“Hoje ser gay é uma característica, como a cor do cabelo, da pele ou a altura”

ImageProxy (5)

Talvez você ainda não tenha decorado o nome dele, mas certamente conhece o trabalho do santistaRafael Gomes , 29 anos. Formado em cinema, foi responsável há quase 10 anos pelo curta “Tapa na Pantera”, protagonizado pela atriz Alice Vergueiro , verdadeiro fenômeno na web, com mais de 5 milhões de visualizações.

Em 2010 ele se arriscou no teatro, escreveu e dirigiu a peça “Música para Cortar os pulsos”, e fez sucesso também com a crítica: ganhou o prêmio de melhor espetáculo jovem pela APCA (Associação Paulista de Críticos de Arte). A peça volta ao cartaz para curta temporada nos  palcos paulistanos e segue em turnê pelo estado e depois para Brasília.

“Música para cortar os pulsos” tem um protagonista gay. Preparando sua nova peça, também com temática LGBT, o diretor conversou com o iGay.

iGay: De onde veio a ideia de “Música para Cortar os Pulsos”?

Rafael Gomes : Originalmente a ideia era fazer um filme que retratasse situações em que a música representasse os sentimentos, que refletisse a pós-adolescência, aquele período em que não somos mais adolescentes, mas ainda não somos adultos também. Quando um amigo, depois de ler o texto, achou que tudo aquilo deveria ser dito em um palco, fizemos a peça. Ele inclusive virou assistente de direção.

iGay: Como se deu a seleção das músicas que compõem o espetáculo, houve a preocupação de selecionar canções que fugissem do lugar-comum gay?

Rafael : A seleção se deu de dentro pra fora, não queríamos simplesmente agradar, mas sim escolher o que precisávamos para retratar aqueles personagens. Por isso fizemos uma trilha variada, que vai de Zezé de Camargo e Luciano a The Smiths.

iGay: A história é centrada em um personagem homossexual apaixonado por um amigo heterossexual, que por sua vez está interessado em uma mulher. Quanto disso vem da sua história?

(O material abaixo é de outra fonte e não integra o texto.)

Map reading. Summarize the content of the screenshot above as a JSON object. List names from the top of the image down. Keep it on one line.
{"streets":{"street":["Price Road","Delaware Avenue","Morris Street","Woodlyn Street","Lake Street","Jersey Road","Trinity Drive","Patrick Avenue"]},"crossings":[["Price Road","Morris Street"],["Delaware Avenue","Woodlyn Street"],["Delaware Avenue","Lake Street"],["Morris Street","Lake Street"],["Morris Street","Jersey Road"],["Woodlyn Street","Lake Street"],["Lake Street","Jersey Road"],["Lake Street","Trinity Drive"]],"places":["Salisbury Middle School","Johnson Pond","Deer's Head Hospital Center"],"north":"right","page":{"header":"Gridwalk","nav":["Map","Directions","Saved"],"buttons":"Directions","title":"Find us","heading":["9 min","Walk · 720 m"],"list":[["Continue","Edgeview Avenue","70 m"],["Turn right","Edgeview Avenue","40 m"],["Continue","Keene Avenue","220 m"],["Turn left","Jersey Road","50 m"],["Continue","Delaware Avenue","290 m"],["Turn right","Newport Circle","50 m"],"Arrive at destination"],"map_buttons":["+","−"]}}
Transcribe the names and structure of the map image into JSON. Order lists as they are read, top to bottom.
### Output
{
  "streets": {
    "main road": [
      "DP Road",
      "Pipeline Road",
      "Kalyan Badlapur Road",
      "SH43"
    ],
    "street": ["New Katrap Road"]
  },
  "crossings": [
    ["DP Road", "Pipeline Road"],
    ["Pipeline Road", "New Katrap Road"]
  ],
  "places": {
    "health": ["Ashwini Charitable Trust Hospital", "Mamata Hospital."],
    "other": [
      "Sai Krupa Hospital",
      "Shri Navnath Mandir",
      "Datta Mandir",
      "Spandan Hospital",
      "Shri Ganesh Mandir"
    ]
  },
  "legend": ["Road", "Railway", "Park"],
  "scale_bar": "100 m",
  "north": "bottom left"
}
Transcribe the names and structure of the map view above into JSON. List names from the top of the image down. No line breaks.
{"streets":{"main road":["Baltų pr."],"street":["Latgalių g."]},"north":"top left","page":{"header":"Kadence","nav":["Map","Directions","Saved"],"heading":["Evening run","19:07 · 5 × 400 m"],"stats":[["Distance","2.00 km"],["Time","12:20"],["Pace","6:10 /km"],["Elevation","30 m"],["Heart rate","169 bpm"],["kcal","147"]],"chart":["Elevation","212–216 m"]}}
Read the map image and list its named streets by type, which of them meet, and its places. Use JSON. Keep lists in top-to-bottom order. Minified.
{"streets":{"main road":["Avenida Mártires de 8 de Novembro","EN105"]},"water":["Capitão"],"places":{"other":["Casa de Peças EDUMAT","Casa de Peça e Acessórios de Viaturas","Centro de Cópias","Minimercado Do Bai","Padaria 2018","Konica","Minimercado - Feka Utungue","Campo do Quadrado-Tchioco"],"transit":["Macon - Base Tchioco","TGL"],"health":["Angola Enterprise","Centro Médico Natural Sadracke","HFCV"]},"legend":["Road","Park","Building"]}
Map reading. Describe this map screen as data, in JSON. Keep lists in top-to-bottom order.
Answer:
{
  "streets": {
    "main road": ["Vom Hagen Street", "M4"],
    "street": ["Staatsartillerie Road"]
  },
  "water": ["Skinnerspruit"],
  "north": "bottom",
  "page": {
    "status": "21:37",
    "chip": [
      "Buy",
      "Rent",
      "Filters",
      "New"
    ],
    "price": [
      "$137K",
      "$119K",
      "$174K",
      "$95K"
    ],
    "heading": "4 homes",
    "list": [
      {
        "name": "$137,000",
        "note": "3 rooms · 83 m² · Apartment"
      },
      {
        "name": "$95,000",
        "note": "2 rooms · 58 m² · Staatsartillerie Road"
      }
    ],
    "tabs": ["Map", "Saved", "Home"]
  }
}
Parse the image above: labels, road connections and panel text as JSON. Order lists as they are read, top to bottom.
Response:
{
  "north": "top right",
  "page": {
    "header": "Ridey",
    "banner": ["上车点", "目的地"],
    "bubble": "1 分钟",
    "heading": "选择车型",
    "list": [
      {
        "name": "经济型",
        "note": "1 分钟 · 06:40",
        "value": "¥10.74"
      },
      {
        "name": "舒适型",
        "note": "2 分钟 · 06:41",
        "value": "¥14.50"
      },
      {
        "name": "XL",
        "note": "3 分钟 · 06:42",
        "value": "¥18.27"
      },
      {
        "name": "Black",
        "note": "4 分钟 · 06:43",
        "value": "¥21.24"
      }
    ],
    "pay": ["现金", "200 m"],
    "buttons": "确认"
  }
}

Rafael : Na verdade, a peça é um emaranhado de vida. Tem parte da minha história, mas também de muitos amigos e conhecidos. Ela não é uma obra do arquétipo romântico de “Romeu e Julieta”, mas tem várias situações presentes também em “Romeu e Julieta”. Sempre parti do personagem gay que se apaixona por um menino hetero. A partir daí veio a personagem feminina, que tem muito emprestado da Mayara Constantino, atriz que interpretou a Isabela até recentemente.

iGay: A história no fim das contas é um triângulo amoroso.

Rafael : É um triângulo que não é um triângulo, ou melhor, são vários triângulos. Temos a relação de amizade de Isabela e Ricardo, da paixão platônica de Ricardo por Felipe e, por fim, do relacionamento amoroso de Felipe com Isabela, então temos vários triângulos, o de amizade, o de relacionamento que não dá certo, o de relacionamento que não tem como dar certo, são vários tipos de amor.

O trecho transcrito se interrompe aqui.